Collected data
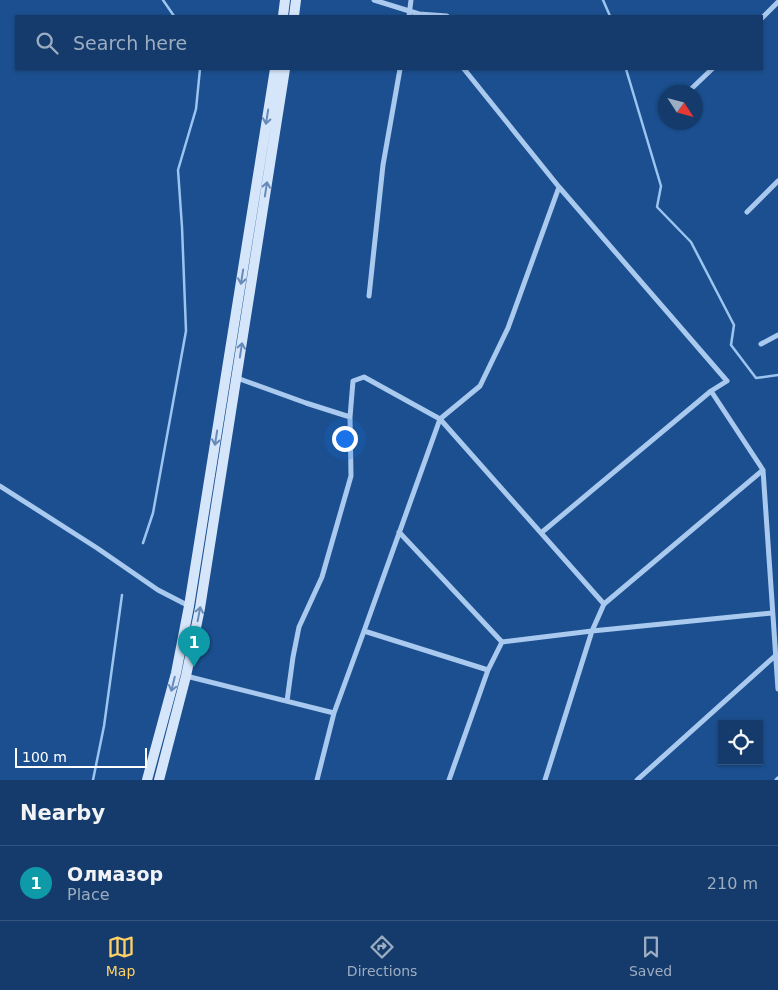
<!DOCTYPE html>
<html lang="en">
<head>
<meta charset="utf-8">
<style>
	:root { --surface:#143b6b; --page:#1d4271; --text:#f1f3f6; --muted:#9dadc1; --line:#33557e; --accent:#ffd166 }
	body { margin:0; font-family:"DejaVu Sans",sans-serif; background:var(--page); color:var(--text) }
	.controls { position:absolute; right:15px; bottom:15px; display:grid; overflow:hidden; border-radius:0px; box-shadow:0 1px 4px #0004 }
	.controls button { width:45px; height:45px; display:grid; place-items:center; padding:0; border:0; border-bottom:1px solid var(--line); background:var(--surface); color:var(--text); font:25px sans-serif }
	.compass { position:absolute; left:658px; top:85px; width:45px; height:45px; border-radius:50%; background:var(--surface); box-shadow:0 1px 4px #0004; rotate:126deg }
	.scale { position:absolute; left:15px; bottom:12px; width:132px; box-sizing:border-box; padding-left:5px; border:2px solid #fff; border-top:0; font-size:14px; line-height:18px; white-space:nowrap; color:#fff; -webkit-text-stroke:4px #1b4f8f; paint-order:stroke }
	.you { position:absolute; left:344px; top:438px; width:18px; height:18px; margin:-12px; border:4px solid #fff; border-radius:50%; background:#1a73e8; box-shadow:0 0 0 8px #1a73e833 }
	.badge { display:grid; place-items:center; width:32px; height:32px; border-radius:50%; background:var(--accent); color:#fff; font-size:16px; font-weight:700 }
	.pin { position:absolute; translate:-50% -41px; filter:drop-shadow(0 1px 2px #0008) }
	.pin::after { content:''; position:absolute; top:26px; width:18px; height:15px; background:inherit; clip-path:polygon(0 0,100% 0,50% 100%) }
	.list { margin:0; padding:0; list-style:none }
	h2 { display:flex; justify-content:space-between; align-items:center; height:65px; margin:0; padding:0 20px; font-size:21px }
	h2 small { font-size:16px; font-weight:400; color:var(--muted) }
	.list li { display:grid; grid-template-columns:32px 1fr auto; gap:15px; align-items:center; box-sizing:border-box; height:75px; padding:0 20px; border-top:1px solid var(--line) }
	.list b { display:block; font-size:19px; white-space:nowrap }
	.list p { margin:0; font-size:16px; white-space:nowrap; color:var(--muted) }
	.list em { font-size:16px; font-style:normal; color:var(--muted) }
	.icon { flex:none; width:28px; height:28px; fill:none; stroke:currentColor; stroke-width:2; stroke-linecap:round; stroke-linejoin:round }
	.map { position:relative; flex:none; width:778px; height:780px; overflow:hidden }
	.search { position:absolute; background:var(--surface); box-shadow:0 1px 4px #0004; left:15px; right:15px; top:15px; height:55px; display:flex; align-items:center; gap:12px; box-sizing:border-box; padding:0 18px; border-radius:0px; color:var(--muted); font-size:19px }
	.sheet { height:140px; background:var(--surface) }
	nav { display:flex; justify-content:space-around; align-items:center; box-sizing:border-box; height:70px; border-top:1px solid var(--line); background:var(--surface); font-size:14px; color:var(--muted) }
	nav a { display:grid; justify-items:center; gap:2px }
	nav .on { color:var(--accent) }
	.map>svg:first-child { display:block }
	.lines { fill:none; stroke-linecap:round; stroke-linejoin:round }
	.stream { stroke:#9cc4f0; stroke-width:2.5 }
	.street { stroke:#a9c9ee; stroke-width:5 }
	.secondary { stroke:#d6e6fa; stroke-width:10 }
	.oneway { stroke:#668bba }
</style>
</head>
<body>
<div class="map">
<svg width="778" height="780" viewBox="0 0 778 780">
	<rect width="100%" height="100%" fill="#1b4f8f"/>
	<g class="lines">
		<path class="stream" d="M163,0L174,16
			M603,0L610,16
			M626,69L661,186L657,207L691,242L734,325L731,345L756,378L778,375
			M143,543L153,513L186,331L182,227L178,170L196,109L200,69
			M93,780L104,726L122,595"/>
		<path class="street" d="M374,0L419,14L421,16
			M419,14L447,16
			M409,16L411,0
			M762,18L778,2
			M464,69L559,187L727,381L711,391L541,533
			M688,92L712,69
			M747,212L778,181
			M369,296L383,165L400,69
			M761,344L778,335
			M237,378L306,403L350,417
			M711,391L763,470L778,689
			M0,486L97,548L158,590L189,606
			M399,532L502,642
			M364,631L488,670
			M502,642L592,631L772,613
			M186,676L334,713
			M287,701L293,657L299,627L322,577L351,476L350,417L353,381L364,377L440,419L604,604
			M317,780L334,713L364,631L440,419L480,386L508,328L559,187
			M449,780L488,670L502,642
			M545,780L592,631L604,604L763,470
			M637,780L775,656
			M777,780L778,779"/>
		<path class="secondary" d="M283,16L285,0
			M294,16L296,0
			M147,780L176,673L189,606L275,69
			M159,780L186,676L200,608L285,69"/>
	</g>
	<defs><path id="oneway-shaft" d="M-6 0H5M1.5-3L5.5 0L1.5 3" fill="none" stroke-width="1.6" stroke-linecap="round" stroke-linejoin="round" transform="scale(1.25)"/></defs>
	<g class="oneway">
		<use href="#oneway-shaft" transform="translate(267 117) rotate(99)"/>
		<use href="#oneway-shaft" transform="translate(266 189) rotate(-81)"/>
		<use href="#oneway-shaft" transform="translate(242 277) rotate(99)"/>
		<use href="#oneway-shaft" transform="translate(241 350) rotate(-81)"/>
		<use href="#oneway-shaft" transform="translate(216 438) rotate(99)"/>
		<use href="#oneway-shaft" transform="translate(199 614) rotate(-79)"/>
		<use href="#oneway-shaft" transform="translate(173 684) rotate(104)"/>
	</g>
</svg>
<div class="controls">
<button><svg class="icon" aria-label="locate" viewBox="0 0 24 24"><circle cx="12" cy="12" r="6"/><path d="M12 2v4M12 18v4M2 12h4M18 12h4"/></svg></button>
</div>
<svg class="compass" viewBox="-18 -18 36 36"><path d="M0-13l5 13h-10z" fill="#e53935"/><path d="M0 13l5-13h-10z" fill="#9dadc1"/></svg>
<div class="scale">100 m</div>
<div class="you"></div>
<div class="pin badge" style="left:194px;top:667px;background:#0f9aa8">1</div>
<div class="search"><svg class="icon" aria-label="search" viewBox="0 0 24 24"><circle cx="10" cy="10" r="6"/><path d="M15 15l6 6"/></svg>Search here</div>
</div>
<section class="sheet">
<h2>Nearby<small></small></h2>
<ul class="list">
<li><span class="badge" style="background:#0f9aa8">1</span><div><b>Олмазор</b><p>Place</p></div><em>210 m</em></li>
</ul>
</section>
<nav>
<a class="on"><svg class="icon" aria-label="map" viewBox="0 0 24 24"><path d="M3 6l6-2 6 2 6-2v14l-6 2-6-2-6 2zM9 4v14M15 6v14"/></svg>Map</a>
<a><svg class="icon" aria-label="directions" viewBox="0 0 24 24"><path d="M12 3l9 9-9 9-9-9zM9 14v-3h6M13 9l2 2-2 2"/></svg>Directions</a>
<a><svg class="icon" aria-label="saved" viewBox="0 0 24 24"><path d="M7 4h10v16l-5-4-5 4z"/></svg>Saved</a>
</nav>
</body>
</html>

> [Exercise prompt]: Retype only the stretch of lines above starting at the one with "display:block; font-size:19px; white-space:nowrap" and stopping at the one with "flex:none; width:28px; height:28px;", exactly as written, with both kept.

> [Result of the task]:
	.list b { display:block; font-size:19px; white-space:nowrap }
	.list p { margin:0; font-size:16px; white-space:nowrap; color:var(--muted) }
	.list em { font-size:16px; font-style:normal; color:var(--muted) }
	.icon { flex:none; width:28px; height:28px; fill:none; stroke:currentColor; stroke-width:2; stroke-linecap:round; stroke-linejoin:round }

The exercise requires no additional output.